**Records for processing:**
<<<<

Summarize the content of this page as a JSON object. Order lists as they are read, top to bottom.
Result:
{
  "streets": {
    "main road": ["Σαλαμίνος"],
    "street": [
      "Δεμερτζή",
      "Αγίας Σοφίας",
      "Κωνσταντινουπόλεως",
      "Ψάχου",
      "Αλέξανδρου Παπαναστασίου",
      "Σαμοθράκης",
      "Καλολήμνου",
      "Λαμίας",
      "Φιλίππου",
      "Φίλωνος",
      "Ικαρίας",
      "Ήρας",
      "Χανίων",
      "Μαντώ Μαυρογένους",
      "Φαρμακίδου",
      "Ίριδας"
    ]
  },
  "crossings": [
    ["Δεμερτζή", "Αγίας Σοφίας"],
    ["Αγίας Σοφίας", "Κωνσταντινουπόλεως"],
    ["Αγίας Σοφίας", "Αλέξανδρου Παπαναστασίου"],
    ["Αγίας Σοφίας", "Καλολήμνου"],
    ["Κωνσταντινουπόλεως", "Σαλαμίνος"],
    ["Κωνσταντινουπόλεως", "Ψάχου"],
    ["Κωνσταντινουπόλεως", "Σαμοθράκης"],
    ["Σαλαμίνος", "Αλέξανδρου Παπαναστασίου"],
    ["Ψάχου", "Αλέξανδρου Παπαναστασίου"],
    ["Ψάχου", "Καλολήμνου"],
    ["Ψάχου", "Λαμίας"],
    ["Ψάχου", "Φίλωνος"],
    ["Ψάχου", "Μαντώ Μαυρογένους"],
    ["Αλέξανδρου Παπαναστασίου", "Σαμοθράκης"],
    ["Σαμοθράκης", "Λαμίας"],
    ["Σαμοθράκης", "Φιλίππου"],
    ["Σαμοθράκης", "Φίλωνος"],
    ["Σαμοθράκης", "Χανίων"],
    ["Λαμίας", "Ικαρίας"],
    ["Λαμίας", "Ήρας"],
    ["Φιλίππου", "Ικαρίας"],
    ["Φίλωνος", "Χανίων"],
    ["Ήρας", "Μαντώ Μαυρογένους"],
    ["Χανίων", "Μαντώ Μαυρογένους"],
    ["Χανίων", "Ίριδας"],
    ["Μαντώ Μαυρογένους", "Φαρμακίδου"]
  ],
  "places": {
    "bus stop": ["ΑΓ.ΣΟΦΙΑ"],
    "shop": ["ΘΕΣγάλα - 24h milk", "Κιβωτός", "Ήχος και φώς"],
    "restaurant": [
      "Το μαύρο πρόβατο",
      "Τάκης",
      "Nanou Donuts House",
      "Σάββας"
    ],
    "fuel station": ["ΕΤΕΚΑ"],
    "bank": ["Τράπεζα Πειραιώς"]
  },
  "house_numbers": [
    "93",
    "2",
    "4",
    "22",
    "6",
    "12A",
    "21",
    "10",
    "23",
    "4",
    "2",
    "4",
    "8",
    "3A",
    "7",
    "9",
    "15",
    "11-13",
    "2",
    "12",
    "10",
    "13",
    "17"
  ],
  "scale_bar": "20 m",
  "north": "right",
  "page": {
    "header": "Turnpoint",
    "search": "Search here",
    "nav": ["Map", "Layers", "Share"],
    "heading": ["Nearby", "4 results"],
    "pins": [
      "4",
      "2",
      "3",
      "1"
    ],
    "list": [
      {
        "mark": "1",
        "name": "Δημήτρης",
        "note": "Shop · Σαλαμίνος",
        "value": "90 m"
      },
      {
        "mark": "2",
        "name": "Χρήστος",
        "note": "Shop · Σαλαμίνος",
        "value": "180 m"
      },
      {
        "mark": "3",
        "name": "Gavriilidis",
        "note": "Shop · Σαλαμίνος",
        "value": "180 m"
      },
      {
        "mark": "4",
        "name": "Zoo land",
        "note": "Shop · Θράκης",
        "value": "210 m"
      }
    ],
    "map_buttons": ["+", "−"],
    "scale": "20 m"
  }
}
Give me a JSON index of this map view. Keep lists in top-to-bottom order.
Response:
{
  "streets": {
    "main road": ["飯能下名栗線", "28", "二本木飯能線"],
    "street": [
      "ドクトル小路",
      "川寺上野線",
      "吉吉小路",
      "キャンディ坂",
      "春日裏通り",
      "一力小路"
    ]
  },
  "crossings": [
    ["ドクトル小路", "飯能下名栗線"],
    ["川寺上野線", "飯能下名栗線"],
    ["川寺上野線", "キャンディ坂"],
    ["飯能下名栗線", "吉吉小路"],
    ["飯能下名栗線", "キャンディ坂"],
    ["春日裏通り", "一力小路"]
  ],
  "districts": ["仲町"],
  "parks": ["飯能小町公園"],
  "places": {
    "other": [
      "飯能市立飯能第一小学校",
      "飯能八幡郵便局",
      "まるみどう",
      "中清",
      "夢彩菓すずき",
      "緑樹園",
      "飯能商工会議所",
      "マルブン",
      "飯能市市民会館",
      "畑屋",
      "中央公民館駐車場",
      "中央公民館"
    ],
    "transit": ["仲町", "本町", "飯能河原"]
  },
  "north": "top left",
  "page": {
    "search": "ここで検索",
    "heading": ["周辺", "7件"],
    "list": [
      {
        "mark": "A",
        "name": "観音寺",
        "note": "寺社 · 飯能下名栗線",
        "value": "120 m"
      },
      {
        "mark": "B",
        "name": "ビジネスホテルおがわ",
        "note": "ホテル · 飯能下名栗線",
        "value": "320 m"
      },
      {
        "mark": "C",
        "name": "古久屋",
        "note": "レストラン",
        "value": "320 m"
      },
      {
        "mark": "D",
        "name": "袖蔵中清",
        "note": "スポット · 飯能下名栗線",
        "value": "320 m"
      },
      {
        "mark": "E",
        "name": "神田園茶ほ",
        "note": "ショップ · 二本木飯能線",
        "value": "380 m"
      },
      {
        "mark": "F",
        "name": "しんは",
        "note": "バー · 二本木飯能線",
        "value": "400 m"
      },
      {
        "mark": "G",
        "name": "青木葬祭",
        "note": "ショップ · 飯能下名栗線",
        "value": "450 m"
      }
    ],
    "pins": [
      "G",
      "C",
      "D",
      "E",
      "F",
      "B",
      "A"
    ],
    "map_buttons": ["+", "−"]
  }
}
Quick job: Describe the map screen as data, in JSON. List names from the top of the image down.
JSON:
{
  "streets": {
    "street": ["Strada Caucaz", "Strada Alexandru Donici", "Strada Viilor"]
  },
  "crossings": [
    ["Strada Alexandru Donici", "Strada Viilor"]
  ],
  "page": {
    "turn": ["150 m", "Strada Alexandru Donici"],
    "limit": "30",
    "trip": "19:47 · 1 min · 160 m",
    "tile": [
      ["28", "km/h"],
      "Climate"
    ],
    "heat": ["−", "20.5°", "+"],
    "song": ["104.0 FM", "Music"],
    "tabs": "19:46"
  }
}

>>>>

**What you have to do:**
Beginning at the line with "Quick job: Describe" and ending at the last line of the entries, print every line exactly.

**Answer area:**
Quick job: Describe the map screen as data, in JSON. List names from the top of the image down.
JSON:
{
  "streets": {
    "street": ["Strada Caucaz", "Strada Alexandru Donici", "Strada Viilor"]
  },
  "crossings": [
    ["Strada Alexandru Donici", "Strada Viilor"]
  ],
  "page": {
    "turn": ["150 m", "Strada Alexandru Donici"],
    "limit": "30",
    "trip": "19:47 · 1 min · 160 m",
    "tile": [
      ["28", "km/h"],
      "Climate"
    ],
    "heat": ["−", "20.5°", "+"],
    "song": ["104.0 FM", "Music"],
    "tabs": "19:46"
  }
}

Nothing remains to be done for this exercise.